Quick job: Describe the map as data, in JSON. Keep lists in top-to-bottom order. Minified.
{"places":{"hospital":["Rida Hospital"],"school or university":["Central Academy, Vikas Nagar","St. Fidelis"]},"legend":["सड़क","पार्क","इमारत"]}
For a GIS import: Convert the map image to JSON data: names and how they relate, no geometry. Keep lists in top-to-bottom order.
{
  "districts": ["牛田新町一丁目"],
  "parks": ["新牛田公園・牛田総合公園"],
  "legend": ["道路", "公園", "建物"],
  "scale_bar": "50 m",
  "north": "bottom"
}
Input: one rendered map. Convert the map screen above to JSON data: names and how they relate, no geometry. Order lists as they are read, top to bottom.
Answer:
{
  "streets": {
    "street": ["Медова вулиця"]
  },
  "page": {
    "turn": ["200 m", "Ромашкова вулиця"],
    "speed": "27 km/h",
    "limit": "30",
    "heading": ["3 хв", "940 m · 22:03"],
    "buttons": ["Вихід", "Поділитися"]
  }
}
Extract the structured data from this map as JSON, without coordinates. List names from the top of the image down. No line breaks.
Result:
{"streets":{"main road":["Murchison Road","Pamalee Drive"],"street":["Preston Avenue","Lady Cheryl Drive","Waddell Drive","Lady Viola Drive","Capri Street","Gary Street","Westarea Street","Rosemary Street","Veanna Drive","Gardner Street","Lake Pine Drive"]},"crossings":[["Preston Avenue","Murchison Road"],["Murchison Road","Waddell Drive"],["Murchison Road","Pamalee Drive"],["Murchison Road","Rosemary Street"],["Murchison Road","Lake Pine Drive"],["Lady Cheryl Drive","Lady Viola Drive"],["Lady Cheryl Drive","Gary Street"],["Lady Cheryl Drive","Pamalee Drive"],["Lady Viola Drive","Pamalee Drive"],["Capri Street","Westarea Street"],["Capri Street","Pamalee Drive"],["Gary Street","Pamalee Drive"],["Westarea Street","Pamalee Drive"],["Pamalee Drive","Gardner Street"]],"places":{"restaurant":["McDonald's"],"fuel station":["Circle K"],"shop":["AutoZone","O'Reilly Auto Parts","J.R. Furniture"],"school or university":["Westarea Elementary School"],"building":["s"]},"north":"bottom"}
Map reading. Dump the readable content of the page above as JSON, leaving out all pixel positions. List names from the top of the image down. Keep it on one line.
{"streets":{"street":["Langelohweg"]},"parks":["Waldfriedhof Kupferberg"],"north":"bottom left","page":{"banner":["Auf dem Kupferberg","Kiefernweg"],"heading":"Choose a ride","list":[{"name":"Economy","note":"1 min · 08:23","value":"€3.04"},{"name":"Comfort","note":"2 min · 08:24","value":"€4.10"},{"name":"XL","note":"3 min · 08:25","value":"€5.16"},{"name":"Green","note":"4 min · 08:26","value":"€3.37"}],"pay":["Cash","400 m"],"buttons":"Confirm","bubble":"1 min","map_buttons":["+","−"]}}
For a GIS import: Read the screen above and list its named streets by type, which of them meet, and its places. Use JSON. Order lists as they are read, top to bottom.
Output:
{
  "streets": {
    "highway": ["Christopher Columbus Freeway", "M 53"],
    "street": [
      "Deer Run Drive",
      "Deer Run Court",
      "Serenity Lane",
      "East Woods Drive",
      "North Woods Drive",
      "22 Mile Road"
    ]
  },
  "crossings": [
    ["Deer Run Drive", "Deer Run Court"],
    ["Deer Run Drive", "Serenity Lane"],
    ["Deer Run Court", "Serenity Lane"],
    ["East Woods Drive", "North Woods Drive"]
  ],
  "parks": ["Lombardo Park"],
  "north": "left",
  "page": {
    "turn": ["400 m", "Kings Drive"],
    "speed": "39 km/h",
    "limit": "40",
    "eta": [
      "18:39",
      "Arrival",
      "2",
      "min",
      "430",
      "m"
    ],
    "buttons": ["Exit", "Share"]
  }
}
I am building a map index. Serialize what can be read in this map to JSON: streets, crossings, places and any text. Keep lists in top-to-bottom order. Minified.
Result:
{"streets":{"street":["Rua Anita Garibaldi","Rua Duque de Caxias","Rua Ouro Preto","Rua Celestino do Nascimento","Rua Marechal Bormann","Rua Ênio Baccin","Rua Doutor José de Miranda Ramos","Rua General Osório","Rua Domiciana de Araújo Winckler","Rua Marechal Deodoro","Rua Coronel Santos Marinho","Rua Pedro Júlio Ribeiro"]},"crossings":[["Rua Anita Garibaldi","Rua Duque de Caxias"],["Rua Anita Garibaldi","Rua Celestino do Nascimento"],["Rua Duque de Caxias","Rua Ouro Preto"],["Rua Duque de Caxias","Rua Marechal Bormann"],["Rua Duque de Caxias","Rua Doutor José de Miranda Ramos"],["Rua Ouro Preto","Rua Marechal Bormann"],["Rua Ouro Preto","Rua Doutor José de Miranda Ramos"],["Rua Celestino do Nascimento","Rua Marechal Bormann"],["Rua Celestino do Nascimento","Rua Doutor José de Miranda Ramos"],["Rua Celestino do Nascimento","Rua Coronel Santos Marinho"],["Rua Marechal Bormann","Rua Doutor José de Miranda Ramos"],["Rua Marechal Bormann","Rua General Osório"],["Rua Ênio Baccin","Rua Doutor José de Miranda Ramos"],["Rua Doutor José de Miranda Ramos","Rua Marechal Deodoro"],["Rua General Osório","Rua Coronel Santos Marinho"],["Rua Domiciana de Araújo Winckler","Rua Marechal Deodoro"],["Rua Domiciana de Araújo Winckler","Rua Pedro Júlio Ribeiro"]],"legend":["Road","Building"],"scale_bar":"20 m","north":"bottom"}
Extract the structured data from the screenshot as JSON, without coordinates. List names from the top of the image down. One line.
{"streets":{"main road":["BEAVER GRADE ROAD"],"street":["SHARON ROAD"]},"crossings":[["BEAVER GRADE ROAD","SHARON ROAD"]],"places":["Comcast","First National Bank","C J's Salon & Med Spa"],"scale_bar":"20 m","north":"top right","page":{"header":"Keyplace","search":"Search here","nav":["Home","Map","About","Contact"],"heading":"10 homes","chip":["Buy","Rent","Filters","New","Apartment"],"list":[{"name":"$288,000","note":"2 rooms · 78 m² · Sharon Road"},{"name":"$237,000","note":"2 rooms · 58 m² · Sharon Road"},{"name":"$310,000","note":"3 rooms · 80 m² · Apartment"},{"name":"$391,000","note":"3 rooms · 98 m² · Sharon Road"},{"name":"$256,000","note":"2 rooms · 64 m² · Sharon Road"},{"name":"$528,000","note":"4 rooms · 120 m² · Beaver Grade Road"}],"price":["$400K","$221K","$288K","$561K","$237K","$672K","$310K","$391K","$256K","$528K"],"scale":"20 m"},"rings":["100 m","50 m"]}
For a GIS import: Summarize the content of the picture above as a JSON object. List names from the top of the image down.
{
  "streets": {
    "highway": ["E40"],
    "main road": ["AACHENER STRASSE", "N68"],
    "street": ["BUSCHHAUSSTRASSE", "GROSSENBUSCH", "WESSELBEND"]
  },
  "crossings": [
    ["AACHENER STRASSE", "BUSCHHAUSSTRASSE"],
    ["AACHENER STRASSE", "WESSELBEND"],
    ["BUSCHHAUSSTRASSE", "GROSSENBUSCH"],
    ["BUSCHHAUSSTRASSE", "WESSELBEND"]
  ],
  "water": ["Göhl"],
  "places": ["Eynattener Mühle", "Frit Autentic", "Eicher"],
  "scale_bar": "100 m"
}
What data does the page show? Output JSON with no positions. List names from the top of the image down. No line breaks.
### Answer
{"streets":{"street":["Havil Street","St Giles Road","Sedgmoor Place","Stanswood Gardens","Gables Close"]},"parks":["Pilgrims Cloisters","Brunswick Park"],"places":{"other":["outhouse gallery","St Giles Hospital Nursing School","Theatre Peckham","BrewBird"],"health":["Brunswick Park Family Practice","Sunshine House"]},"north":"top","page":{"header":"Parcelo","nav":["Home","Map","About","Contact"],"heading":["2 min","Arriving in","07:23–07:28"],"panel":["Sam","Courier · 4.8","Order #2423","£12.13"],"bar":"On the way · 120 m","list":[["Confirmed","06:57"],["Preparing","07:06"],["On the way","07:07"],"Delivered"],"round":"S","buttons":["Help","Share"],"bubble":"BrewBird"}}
---
Above are the records. Print exactly, and only, the lines from the line with "For a GIS import: Summarize" to the line with "What data does", both inclusive.

For a GIS import: Summarize the content of the picture above as a JSON object. List names from the top of the image down.
{
  "streets": {
    "highway": ["E40"],
    "main road": ["AACHENER STRASSE", "N68"],
    "street": ["BUSCHHAUSSTRASSE", "GROSSENBUSCH", "WESSELBEND"]
  },
  "crossings": [
    ["AACHENER STRASSE", "BUSCHHAUSSTRASSE"],
    ["AACHENER STRASSE", "WESSELBEND"],
    ["BUSCHHAUSSTRASSE", "GROSSENBUSCH"],
    ["BUSCHHAUSSTRASSE", "WESSELBEND"]
  ],
  "water": ["Göhl"],
  "places": ["Eynattener Mühle", "Frit Autentic", "Eicher"],
  "scale_bar": "100 m"
}
What data does the page show? Output JSON with no positions. List names from the top of the image down. No line breaks.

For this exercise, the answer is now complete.